Hi, I'm new here (TW I guess)
Hello.
I've been on 7cups for a while. On a different group. I looked at this group before but never felt I could join.
I have a slight history of disordered eating, but it was only at a few points in my life, 20 or so years ago and 5 years ago. So I don't really think of myself as struggling with an ED.
More recently I was advised by a doctor to lose weight and I have been dieting and doing intermittent fasting. Which was fine and all under control, for a couple of months. But I started pushing the time between eating more and more - 48 hours, 72 hours, etc. And more recently I started being sneaky with people about why I wasn't eating, and deceiving them. And about last week I had something like 4 meals in 7 days. And I didn't want to eat anything. And everything felt out of control. Which made me not want to eat anything even more...
Anyway, I looked at this forum and I was like - yeah this is for people with legit eating disorders, not just whiny little benches who can't get their stuff together.
One of my friends has been keeping me accountable for eating every day.

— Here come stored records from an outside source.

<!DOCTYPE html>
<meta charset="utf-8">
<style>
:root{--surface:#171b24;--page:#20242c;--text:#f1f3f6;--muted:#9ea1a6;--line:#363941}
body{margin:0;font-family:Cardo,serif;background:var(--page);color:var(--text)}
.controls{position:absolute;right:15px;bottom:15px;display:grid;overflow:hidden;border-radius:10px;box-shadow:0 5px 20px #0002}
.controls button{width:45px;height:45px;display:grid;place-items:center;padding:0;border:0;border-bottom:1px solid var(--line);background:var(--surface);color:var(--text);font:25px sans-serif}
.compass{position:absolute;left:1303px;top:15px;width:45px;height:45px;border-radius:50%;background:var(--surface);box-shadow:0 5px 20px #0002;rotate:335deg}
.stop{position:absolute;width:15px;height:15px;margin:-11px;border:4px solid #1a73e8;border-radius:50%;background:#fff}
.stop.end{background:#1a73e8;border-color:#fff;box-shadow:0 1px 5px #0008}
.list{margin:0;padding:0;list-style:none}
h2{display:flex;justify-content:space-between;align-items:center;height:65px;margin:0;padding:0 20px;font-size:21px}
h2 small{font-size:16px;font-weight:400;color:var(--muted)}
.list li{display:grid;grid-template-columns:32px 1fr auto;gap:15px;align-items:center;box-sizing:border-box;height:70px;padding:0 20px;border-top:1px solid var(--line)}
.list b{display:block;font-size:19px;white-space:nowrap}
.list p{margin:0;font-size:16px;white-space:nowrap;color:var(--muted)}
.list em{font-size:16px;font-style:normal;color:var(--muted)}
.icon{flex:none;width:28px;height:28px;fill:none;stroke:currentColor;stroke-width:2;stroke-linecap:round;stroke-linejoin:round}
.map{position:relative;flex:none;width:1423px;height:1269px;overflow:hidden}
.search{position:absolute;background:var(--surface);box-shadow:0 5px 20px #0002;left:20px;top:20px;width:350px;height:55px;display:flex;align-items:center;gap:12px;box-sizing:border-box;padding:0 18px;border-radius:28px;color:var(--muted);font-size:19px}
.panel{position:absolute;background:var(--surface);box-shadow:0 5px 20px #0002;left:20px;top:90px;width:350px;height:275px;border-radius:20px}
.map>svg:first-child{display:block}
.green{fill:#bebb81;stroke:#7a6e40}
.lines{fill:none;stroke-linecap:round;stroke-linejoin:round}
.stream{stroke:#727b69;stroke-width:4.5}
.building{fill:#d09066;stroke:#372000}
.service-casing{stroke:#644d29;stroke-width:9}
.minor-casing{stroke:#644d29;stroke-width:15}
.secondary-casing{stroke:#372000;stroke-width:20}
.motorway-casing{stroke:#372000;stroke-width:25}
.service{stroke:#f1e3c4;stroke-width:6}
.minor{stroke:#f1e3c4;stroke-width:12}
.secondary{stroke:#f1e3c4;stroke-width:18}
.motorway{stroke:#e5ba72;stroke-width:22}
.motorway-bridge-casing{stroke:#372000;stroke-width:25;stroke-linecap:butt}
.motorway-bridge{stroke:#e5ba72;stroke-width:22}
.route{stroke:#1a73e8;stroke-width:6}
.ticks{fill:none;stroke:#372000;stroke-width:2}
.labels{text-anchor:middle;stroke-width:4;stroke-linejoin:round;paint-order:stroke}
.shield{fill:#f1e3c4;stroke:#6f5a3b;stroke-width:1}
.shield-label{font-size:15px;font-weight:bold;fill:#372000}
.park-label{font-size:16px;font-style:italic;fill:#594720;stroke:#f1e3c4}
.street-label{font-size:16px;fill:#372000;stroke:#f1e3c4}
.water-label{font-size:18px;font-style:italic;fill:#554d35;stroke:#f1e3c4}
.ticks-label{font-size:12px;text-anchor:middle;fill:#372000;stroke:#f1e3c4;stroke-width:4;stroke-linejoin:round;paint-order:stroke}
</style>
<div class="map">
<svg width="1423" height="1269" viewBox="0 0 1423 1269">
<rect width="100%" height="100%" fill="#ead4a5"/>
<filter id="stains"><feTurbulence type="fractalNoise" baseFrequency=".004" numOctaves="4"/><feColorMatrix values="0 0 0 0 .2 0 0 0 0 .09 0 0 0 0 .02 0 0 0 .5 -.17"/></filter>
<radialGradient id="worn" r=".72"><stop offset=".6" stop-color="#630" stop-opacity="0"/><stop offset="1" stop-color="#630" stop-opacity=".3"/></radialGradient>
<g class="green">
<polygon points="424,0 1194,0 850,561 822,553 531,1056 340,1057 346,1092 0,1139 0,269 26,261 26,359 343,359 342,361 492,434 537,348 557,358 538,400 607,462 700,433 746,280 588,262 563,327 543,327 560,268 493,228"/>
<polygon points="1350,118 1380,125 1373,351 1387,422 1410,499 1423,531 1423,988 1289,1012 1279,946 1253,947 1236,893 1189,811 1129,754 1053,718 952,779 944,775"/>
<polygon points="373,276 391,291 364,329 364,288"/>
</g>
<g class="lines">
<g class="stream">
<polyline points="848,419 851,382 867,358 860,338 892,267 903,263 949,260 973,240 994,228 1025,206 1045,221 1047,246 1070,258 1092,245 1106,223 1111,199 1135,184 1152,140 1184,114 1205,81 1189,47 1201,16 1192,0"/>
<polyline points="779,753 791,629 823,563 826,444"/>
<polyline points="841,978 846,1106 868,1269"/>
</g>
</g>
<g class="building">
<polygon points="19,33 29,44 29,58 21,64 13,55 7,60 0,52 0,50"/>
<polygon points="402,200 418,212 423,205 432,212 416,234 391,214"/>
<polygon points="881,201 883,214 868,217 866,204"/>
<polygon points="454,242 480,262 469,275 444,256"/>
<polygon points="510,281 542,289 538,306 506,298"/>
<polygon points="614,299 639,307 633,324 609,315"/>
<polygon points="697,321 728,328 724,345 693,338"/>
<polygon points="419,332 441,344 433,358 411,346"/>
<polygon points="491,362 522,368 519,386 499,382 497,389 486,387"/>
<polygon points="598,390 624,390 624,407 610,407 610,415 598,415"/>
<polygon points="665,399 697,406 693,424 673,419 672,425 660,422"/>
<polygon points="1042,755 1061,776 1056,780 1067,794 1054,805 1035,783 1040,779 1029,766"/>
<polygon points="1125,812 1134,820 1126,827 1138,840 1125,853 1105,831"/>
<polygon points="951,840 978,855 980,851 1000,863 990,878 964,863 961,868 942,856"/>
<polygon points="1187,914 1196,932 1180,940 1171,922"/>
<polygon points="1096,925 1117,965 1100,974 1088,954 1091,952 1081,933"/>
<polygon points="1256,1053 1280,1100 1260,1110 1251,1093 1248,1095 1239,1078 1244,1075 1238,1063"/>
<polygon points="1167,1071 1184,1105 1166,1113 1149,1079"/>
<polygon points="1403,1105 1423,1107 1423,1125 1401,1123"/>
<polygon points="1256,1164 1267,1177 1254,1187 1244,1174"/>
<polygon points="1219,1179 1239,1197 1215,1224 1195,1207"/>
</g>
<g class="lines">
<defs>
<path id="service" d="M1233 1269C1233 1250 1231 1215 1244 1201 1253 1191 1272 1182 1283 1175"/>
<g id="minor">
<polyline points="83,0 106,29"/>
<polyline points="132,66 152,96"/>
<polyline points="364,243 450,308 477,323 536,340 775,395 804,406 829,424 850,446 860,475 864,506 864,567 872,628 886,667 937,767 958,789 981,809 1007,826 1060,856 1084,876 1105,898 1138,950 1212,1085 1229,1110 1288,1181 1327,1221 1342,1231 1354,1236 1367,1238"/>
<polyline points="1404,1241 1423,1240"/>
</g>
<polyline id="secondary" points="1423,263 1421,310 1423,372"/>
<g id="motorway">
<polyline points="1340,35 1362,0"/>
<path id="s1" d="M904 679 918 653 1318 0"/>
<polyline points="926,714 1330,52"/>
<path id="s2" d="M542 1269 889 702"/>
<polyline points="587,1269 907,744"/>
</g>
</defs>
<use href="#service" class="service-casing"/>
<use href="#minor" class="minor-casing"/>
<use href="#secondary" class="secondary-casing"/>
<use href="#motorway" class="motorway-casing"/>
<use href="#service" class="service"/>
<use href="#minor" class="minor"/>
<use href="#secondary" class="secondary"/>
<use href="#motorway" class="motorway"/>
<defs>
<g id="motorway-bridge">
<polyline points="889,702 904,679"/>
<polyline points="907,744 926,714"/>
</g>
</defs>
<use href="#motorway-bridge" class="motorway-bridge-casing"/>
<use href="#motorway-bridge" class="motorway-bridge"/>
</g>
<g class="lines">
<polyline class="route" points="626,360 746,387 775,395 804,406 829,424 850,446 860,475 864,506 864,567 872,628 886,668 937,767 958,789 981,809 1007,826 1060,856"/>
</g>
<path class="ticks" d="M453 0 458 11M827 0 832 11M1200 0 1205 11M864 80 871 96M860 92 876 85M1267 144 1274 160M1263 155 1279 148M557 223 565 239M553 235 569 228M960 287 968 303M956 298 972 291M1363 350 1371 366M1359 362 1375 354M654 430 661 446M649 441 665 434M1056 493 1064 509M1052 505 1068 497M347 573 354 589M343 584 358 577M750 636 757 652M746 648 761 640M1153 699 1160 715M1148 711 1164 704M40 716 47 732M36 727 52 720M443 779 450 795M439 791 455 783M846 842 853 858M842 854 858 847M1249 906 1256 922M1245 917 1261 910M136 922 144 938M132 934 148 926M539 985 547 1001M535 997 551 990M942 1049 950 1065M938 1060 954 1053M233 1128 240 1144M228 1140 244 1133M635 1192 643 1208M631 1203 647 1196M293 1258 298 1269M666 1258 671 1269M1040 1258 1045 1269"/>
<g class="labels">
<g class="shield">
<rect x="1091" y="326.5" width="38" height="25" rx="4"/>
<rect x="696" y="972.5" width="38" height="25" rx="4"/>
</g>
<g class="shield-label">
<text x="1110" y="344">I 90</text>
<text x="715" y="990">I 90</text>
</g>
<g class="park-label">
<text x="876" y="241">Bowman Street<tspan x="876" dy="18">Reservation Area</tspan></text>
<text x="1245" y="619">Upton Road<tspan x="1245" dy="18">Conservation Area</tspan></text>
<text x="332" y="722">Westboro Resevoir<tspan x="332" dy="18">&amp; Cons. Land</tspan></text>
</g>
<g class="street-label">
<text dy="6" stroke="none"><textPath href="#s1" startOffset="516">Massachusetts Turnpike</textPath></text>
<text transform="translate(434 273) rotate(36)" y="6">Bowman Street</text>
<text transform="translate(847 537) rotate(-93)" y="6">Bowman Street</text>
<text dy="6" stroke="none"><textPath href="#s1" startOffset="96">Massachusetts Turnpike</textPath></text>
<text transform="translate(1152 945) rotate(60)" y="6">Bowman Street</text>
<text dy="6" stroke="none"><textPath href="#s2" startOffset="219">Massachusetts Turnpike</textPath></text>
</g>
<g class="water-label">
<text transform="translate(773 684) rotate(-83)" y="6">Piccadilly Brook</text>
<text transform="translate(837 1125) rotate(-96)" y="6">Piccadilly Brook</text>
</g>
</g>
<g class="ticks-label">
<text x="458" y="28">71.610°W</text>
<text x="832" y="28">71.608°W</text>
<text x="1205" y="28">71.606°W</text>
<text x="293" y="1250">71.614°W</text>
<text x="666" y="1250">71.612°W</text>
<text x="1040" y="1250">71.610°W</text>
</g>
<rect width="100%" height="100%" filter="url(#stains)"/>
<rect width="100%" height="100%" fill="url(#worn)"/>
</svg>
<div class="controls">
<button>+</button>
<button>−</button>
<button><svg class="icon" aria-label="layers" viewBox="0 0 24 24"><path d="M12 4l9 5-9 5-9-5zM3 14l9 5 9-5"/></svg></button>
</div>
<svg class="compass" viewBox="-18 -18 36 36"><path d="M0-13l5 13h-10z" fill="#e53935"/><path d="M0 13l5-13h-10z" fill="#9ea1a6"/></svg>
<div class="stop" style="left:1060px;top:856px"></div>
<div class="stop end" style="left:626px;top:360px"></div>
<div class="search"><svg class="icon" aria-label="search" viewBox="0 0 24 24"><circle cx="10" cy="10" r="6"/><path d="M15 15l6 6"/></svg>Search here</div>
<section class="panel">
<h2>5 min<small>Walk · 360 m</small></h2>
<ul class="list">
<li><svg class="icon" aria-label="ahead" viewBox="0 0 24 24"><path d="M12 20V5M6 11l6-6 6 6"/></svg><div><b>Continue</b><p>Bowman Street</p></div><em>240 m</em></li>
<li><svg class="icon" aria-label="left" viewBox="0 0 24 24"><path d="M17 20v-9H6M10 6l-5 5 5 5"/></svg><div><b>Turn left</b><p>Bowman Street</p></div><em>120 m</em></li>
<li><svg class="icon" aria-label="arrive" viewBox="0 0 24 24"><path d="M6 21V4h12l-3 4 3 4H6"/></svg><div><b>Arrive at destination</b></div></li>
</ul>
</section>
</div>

I went back to therapy today, and my therapist told me that it would be ok for me to be here, and that is wasn't minimizing anyone else's more serious struggles to admit that some of my thought patterns would indicate disordered eating. So I guess I felt like I wouldn't be a fraud asking you for help and support, even though things are not probably as super bad for me as they are for others.
I saw a post on the SHR group from someone who said they never had self-hamred but they felt like they were close to breaking. I felt like that person had every right to be there, and was glad they felt able to share.
Thanks for listening. I guess I will try to check in when there are check-ins...
No response required really, just saying hi.
@1morday You are totally legit! I'm glad you are here and are able to share whatever you need and/or feel comfortable with. Please feel free to share with us too. I was in here long before I actually got the diagnosis, so it's totally ok to be here. I'm just glad you can share with us, so you can get it out
@TheMadHatterWasHere
Thank you Hatter...
Its exhausting.
I am trying to make myself eat 2 meals a day. Still Keto. But my mind is really pushing to try and bargain for OMAD. I am scared of getting fat again. My therapist said I should train my body to get used to eating at two meals, even if it is just salad or something small. Why does so much of healing / recovery involve doing things that "feel wrong"?
@1morday I'm struggling with the same. Recovery is hard. Especially if you don't have any help.